Paywalls, sportswashing and the fans left behind
MLS took the boldest — and most revealing — gamble by locking its entire product behind Apple TV’s MLS Season Pass. The result ? Growth stalled visibly. The league’s own executives can’t agree on whether the deal was a success. Formula 1 made the identical bet, abandoning full ESPN coverage for Apple exclusivity. F1 built its American fanbase largely through ESPN accessibility and the Netflix series Drive to Survive. That audience is now being asked to pay an additional subscription to watch races they previously caught for free. Apple claims strong numbers, but refuses to release actual viewership data. That silence speaks volumes.
Then there’s FIFA. Gianni Infantino’s organization managed to price out fans from their own sport’s flagship event. The 2026 World Cup — the first with 48 teams, including nations like Curaçao and Cape Verde Islands — saw the USA fail to sell out its opening game. Tickets for even the least compelling group-stage matches reached prices that priced out middle-class families entirely. FIFA is also under investigation for allegedly misleading ticket purchasers by changing purchase categories after transactions were completed. Soccer was always the people’s game. That identity is being auctioned off.

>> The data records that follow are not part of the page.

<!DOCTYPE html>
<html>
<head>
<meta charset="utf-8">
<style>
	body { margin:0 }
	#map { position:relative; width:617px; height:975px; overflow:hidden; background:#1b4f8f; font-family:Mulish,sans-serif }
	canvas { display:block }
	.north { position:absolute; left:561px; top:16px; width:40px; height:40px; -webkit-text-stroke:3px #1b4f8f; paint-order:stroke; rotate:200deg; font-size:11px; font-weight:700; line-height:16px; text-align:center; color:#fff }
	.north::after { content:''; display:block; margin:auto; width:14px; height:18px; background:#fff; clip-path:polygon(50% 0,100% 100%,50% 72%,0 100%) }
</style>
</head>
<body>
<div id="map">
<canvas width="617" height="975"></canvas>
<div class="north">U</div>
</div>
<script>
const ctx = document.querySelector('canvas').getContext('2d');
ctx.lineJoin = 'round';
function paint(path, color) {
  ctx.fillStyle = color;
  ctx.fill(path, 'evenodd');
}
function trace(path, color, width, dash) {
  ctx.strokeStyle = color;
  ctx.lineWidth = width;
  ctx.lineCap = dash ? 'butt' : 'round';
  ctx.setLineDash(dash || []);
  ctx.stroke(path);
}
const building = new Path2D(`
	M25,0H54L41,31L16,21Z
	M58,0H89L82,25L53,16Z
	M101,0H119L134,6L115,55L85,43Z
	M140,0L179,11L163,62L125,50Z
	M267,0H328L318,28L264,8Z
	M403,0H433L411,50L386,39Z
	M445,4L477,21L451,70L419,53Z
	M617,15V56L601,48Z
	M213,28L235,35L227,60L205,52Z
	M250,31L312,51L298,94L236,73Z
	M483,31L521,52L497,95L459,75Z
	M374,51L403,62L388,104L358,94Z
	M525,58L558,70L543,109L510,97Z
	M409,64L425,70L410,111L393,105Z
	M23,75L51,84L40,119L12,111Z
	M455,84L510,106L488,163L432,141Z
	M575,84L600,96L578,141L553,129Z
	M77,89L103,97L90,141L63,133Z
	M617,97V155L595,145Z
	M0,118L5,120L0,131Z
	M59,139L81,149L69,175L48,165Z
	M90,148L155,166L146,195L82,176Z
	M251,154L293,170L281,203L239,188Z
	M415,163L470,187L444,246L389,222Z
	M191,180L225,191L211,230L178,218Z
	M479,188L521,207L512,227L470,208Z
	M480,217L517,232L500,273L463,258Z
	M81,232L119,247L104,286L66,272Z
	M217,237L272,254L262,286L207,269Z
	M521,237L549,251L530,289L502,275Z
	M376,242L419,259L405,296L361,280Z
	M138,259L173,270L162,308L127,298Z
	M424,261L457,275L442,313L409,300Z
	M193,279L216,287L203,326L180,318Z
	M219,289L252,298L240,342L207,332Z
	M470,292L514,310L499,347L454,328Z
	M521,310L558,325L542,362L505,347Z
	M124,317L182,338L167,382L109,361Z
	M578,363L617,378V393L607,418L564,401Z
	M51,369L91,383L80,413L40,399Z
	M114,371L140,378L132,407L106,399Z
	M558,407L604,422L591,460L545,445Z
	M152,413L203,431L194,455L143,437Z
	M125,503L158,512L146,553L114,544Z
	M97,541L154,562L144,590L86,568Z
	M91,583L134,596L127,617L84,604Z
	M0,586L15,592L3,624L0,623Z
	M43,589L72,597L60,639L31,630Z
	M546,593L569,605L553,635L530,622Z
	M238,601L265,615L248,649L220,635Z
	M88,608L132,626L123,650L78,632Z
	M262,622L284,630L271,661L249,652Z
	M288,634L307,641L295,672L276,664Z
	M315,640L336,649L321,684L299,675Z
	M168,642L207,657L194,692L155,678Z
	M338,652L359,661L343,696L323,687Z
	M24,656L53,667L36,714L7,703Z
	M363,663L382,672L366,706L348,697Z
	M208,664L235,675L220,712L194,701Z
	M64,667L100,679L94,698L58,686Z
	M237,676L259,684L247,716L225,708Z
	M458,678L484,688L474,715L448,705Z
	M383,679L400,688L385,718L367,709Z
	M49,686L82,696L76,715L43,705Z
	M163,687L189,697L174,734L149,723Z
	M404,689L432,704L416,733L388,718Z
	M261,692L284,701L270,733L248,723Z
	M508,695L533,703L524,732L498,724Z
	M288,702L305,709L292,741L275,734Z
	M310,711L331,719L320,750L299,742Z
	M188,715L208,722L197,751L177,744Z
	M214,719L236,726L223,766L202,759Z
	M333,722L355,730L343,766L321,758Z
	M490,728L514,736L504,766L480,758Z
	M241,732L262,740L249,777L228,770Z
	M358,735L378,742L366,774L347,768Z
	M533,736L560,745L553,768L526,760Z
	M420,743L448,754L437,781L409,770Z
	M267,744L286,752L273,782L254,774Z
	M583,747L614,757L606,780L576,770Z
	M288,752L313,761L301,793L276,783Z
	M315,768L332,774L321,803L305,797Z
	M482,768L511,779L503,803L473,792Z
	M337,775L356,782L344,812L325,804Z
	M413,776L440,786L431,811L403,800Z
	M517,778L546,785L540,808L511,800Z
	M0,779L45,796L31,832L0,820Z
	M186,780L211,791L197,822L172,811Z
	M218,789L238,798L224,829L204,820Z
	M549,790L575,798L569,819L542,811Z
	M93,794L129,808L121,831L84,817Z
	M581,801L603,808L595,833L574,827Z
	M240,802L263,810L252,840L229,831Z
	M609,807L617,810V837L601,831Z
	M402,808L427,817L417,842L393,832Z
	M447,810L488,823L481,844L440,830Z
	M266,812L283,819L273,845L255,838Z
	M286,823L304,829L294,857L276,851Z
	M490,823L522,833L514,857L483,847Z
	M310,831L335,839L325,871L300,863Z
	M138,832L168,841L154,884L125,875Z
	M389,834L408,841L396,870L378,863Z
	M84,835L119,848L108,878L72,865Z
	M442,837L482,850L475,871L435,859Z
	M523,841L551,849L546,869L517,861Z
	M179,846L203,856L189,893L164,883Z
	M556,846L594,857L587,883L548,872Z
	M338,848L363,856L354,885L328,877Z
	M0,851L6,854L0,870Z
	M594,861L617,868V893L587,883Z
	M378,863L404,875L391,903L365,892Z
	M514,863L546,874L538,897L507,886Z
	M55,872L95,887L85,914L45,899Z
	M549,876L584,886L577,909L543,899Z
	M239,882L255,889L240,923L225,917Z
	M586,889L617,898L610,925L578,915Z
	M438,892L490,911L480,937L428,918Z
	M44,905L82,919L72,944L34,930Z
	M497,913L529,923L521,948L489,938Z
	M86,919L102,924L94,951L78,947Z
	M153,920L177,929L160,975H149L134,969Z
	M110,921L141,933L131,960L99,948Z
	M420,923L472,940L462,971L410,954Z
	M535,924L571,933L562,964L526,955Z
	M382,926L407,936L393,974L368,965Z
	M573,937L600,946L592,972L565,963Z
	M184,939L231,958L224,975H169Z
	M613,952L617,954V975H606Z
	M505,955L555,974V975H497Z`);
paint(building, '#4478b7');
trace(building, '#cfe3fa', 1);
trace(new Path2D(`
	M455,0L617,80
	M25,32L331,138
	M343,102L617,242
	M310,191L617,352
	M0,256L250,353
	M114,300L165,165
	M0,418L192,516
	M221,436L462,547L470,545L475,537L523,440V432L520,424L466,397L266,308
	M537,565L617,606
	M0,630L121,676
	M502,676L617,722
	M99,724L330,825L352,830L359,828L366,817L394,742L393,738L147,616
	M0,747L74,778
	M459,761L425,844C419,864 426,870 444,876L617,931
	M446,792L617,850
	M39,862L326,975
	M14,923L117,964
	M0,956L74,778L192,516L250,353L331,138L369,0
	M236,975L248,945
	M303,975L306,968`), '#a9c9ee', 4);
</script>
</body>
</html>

Saudi sportswashing adds another dimension entirely. LIV Golf burned billions to fracture professional golf, recruited top players with enormous guarantees, and is now on the verge of collapse — not because fans rejected it, but because the Saudi state stopped writing blank checks. Yet WrestleMania 43 is still scheduled for Riyadh, against the explicit preference of most WWE fans. The pattern is consistent across sports :
- Broadcast deals prioritize revenue over accessibility
- Expansion decisions serve financial backers, not competitive balance
- Ticket pricing excludes the working-class fans who built these leagues
- Private equity treats franchises as assets to flip, not institutions to steward
Younger demographics are already tuning out — and that’s the real structural threat no league wants to discuss openly. The more expensive and complicated it becomes to follow a sport, the more a 22-year-old simply picks something else. Streaming, gaming, and social content don’t require a $300 ticket or three separate subscriptions. If leagues keep chasing short-term revenue at the expense of accessibility, they risk building a fanbase that’s aging, shrinking, and increasingly priced out. The revenue graph goes up. The audience quietly walks away.